Tumbada boca arriba, moviendo sus patitas en señal de insatisfacción, absorbía el fresco aire que la noche trae consigo, y como hipnotizada por la luminaria de plata que pende del cielo, hacia gestos penosos con sus antenitas.
Aburrida de todo y de todos, sólo deseaba una cosa: morir.
Durante meses, en las batallas que ella y sus compañeras enfrentaban con sus acérrimas enemigas, las hormigas rojas, iba al frente, no por heroísmo o porque le importara la vida de sus camaradas, sino porque deseaba fervientemente caer muerta en el combate. Pero el destino no quería que muriese, ya que no sólo salía indemne, sino que además era proclamada la más valiente y agasajada en la comunidad como una auténtica heroína. Ella, postrada en el más abyecto ostracismo que es querer morir y no poder, sólo contemplaba resignada la situación.
Después de tantos enfrentamientos, y de ver la Reina que la hormiguita solitaria era tan valiente, la proclamó lugarteniente del hormiguero, posición a la que pocas hormigas habían tenido el privilegio de acceder.
Su tarea consistía en controlar quienes entraban y salían del hogar comunal; capturar enemigos, mediante las estratagemas que ella misma realizaba y por último, y esto era lo más atrayente, la posesión de esclavas que en todo obedecían y en todo complacían. La mayoría de estas siervas eran hormigas enemigas vencidas así como también desertoras del propio hormiguero, que ahora, merced a su cobarde actitud, pasaban el resto de sus días bajo el yugo de la lugarteniente de la Reina.
Nuestra amiga aceptó disgustada la nueva situación, ya que no quería mandar ni que la mandasen; por un lado tenía a cientos de miles de insectos a su cargo, esperando ansiosos sus palabras o sus gestos, pero también debía rendirle cuentas a la Reina, que era tan altanera que si alguien entraba en su feudo sin doblegar las dos patitas delanteras, era inmediatamente ejecutada.
Sin embargo la Reina admiraba a la hormiguita solitaria; la llenaba de cumplidos y la deseaba como su heredera. Solía decirle que algún día ella moriría y que el hormiguero iba a quedar a su cargo.
-La muerte nos llega a todos- decía la Reina con un dejo de melancolía- y yo deberé ceder mi lugar a alguna de ustedes, y es mi más ferviente deseo de que seas tú quien quede a cargo de todo.
-Pero ¿por qué yo? ¿en qué me diferencié?- respondía la otra entre humilde y confundida.
-¿En que te diferenciaste? En todo, en todo.

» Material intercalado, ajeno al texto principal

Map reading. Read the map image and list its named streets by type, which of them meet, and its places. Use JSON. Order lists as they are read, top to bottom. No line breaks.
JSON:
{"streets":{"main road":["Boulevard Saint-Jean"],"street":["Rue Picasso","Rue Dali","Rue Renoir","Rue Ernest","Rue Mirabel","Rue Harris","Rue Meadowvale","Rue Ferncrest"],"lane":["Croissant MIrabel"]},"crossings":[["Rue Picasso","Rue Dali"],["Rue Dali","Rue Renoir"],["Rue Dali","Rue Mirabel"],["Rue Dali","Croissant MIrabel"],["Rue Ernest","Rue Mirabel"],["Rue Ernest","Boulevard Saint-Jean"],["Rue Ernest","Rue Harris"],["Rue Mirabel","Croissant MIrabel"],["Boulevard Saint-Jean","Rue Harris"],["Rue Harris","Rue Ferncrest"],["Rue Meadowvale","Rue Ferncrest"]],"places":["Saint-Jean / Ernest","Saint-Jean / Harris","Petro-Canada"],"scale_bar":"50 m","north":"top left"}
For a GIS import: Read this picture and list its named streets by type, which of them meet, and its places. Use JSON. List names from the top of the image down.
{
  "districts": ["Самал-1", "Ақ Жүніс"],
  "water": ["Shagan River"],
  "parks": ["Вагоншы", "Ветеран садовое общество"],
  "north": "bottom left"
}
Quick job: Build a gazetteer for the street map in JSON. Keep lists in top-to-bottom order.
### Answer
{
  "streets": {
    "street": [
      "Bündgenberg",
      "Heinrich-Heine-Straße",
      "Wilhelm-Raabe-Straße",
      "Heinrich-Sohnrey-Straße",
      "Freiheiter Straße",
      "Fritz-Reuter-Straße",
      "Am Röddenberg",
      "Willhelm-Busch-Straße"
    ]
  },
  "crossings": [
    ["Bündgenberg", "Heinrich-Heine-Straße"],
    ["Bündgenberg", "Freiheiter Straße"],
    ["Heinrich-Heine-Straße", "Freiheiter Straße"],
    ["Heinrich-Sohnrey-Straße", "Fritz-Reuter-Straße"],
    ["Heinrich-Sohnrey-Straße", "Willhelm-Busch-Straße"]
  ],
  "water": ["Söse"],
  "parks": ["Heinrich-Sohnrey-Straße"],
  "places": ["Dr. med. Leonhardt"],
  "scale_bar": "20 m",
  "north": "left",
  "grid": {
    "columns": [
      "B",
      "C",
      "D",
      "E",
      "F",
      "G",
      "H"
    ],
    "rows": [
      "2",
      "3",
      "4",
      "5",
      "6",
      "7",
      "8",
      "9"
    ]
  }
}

Fuiste la más valiente, la más sagaz; emprendiste a altas horas de la noche la captura de los más feroces enemigos en nombre de nuestro hogar; te antepusiste a la muerte segura de muchas de tus compañeras, y merced a algún milagro o a algún poder recóndito que tal vez poseas, siempre sanaste. Nunca nada ni nadie te dañó, no existe ser más competo que tú para hacerse cargo de este hormiguero.
La hormiguita solitaria pensaba en todo lo que la Reina le decía, y en su interior deseaba exclamarle que su valentía era en verdad cobardía ante la vida; que sus capturas nocturnas eras senderos hacia la muerte, que por uno u otro motivo, nunca hallaba, y por último que jamás quiso a esas estúpidas obreras que pasan su vida en estado servil sólo para ser aceptadas por las superioras, y si se había antepuesto a las ferósticas picaduras de sus enemigas, no fue por amor o coraje, sino por odio y desprecio hacia sí misma.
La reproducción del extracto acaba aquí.